_TASK TO CARRY OUT:_
Find the lines in the records that carry the word "solid". Copy each one.

_INFORMATION:_

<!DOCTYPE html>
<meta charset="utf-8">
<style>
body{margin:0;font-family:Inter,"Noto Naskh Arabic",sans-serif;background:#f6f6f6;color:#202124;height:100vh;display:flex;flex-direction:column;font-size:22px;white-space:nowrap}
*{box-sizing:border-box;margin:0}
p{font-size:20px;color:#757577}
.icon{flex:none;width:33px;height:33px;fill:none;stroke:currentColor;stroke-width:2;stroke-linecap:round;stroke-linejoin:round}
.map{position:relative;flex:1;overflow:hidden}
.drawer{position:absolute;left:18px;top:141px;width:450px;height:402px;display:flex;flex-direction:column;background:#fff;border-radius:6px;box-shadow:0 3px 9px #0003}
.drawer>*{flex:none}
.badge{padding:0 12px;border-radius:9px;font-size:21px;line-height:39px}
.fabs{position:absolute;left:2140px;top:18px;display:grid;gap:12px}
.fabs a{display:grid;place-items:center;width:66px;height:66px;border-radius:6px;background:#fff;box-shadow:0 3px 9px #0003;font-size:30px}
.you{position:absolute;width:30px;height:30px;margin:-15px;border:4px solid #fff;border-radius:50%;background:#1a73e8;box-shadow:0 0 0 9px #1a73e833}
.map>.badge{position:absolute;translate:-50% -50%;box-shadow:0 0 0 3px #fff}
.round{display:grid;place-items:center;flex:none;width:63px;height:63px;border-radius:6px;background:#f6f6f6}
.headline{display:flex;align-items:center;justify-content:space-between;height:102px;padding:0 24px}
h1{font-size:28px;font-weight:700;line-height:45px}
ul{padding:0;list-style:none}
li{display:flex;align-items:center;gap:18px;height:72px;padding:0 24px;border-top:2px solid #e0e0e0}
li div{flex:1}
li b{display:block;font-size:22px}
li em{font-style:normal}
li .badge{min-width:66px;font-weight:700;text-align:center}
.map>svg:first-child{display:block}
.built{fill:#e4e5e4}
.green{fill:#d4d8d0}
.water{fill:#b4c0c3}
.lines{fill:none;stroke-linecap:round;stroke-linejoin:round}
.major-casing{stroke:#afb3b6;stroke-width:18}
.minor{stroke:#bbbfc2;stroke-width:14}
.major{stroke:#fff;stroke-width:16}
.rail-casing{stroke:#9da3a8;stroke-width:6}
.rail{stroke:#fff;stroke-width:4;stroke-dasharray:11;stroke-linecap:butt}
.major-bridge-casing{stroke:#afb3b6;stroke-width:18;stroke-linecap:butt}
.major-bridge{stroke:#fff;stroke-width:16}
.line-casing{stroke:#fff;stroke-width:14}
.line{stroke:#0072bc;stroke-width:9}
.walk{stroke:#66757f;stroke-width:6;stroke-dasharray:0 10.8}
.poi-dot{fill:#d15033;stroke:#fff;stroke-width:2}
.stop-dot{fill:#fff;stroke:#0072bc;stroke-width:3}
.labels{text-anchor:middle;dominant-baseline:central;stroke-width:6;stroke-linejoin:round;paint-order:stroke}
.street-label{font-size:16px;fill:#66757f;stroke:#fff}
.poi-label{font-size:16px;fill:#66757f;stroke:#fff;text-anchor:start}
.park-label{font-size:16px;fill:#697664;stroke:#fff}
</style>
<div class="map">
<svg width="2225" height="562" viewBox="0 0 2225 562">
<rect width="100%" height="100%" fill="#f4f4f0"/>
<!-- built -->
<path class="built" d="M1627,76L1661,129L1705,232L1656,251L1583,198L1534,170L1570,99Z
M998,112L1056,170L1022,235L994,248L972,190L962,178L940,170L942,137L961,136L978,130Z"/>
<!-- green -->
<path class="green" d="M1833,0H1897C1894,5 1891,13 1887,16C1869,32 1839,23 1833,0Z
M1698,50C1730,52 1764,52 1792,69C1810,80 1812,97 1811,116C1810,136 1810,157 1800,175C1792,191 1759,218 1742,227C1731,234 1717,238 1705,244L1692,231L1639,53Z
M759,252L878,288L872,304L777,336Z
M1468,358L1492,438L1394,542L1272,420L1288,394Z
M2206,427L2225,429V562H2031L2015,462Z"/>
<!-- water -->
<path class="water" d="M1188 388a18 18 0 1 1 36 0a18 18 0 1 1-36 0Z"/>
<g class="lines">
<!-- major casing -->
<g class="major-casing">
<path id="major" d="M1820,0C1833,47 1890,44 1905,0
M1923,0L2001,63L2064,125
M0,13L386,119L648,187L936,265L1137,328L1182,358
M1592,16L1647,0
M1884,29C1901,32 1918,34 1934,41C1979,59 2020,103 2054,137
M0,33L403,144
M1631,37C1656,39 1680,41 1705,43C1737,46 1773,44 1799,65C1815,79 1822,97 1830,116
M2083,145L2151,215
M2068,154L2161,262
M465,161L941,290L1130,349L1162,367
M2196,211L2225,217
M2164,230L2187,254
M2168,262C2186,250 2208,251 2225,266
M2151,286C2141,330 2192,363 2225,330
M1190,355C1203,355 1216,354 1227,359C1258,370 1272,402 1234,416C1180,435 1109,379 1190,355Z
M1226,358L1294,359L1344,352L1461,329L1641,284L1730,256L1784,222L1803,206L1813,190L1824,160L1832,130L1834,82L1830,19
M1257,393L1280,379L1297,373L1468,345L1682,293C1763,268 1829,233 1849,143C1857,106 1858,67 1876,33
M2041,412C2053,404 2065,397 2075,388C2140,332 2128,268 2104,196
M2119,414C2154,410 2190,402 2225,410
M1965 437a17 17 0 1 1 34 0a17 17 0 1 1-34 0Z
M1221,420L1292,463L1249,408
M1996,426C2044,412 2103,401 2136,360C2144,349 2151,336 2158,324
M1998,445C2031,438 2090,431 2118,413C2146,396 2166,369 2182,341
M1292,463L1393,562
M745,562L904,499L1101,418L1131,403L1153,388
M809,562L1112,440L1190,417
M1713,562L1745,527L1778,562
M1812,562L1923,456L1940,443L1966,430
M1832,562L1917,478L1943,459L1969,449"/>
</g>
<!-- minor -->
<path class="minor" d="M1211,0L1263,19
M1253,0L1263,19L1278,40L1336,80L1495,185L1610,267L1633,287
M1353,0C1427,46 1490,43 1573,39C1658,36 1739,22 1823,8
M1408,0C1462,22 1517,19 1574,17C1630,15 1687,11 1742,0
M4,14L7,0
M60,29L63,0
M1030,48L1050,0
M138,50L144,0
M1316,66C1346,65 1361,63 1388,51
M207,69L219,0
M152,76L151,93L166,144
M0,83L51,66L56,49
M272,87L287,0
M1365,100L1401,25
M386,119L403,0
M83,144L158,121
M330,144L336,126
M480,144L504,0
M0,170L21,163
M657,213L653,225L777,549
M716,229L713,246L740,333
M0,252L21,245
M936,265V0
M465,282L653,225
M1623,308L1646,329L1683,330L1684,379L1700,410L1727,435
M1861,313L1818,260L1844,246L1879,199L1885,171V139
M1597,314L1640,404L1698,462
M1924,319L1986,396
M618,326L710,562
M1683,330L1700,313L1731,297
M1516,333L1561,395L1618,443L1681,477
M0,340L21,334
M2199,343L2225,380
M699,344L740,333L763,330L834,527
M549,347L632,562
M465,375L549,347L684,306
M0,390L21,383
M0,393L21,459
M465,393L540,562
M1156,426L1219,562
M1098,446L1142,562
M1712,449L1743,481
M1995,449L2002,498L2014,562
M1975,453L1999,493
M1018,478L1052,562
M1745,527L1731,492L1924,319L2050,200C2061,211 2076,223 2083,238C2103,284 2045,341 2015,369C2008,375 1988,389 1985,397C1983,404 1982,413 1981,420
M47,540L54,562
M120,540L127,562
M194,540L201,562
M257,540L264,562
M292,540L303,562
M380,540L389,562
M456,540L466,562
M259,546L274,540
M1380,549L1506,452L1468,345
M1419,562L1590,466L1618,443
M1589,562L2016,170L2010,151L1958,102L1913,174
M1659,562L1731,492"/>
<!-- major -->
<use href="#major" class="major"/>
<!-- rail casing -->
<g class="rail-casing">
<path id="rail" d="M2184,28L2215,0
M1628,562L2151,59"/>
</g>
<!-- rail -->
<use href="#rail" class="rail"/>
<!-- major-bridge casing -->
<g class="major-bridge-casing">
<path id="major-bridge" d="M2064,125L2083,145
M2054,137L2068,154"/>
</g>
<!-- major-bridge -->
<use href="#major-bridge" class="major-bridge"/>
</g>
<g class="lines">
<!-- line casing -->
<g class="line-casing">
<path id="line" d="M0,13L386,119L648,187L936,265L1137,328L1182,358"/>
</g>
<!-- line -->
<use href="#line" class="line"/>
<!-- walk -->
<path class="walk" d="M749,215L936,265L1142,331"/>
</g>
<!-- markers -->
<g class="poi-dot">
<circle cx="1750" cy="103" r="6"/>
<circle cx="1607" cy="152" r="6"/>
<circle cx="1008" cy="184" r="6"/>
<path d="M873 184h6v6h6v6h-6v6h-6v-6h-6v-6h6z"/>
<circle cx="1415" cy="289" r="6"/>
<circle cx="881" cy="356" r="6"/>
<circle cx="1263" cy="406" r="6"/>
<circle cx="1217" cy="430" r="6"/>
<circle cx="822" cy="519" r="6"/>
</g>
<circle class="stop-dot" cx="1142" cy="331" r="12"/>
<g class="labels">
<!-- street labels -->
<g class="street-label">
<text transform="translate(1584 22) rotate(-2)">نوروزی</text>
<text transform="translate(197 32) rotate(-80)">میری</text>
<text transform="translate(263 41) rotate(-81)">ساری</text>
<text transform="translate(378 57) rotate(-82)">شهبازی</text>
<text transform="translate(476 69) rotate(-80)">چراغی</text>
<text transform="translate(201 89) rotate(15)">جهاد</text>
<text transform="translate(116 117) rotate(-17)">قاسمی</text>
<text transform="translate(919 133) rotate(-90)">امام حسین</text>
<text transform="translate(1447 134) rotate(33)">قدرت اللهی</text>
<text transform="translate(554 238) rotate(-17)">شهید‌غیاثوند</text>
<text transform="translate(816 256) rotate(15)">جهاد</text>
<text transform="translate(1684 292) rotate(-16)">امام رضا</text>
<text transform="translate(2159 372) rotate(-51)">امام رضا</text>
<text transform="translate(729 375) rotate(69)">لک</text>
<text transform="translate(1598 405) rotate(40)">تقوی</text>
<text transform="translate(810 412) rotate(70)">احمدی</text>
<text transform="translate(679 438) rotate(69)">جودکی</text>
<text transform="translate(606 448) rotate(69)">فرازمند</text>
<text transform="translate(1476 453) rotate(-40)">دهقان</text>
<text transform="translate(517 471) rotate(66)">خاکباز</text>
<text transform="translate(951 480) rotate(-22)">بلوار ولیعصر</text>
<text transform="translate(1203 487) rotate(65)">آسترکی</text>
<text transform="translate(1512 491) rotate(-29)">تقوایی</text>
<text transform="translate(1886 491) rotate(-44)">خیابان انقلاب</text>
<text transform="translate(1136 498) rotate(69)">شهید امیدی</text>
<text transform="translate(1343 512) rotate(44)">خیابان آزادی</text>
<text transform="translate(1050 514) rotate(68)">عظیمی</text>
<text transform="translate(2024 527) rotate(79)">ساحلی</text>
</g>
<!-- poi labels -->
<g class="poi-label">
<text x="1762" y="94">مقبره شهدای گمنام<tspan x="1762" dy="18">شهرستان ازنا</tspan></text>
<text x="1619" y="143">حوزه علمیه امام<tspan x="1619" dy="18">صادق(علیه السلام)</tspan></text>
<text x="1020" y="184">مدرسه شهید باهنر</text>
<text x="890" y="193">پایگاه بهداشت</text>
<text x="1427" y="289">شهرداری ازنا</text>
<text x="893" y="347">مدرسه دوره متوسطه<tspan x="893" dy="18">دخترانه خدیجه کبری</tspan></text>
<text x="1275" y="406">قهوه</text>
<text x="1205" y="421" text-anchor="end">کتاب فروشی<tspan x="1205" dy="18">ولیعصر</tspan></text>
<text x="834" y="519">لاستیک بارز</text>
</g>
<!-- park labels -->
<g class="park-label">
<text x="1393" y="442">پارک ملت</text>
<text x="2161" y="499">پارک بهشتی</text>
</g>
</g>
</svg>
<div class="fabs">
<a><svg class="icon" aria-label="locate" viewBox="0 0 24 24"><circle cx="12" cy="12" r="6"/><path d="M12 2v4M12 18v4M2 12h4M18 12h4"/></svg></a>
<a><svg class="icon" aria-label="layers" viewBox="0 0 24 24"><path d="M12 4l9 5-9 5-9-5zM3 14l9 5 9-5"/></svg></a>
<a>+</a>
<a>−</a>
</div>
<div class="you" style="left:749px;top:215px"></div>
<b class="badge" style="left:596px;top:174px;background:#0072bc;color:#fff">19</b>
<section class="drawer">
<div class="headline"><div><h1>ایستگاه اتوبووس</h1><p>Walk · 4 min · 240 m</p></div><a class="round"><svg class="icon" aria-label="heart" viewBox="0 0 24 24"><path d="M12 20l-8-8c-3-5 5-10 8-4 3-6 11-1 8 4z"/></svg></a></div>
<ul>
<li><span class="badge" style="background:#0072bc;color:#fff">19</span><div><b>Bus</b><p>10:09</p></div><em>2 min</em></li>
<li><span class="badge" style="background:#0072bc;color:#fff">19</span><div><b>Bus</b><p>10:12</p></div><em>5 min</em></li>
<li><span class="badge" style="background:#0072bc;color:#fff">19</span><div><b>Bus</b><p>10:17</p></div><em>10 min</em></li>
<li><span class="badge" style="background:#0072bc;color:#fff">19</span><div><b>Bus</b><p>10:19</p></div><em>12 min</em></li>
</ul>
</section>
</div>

_WRITTEN RESPONSE:_
.you{position:absolute;width:30px;height:30px;margin:-15px;border:4px solid #fff;border-radius:50%;background:#1a73e8;box-shadow:0 0 0 9px #1a73e833}
li{display:flex;align-items:center;gap:18px;height:72px;padding:0 24px;border-top:2px solid #e0e0e0}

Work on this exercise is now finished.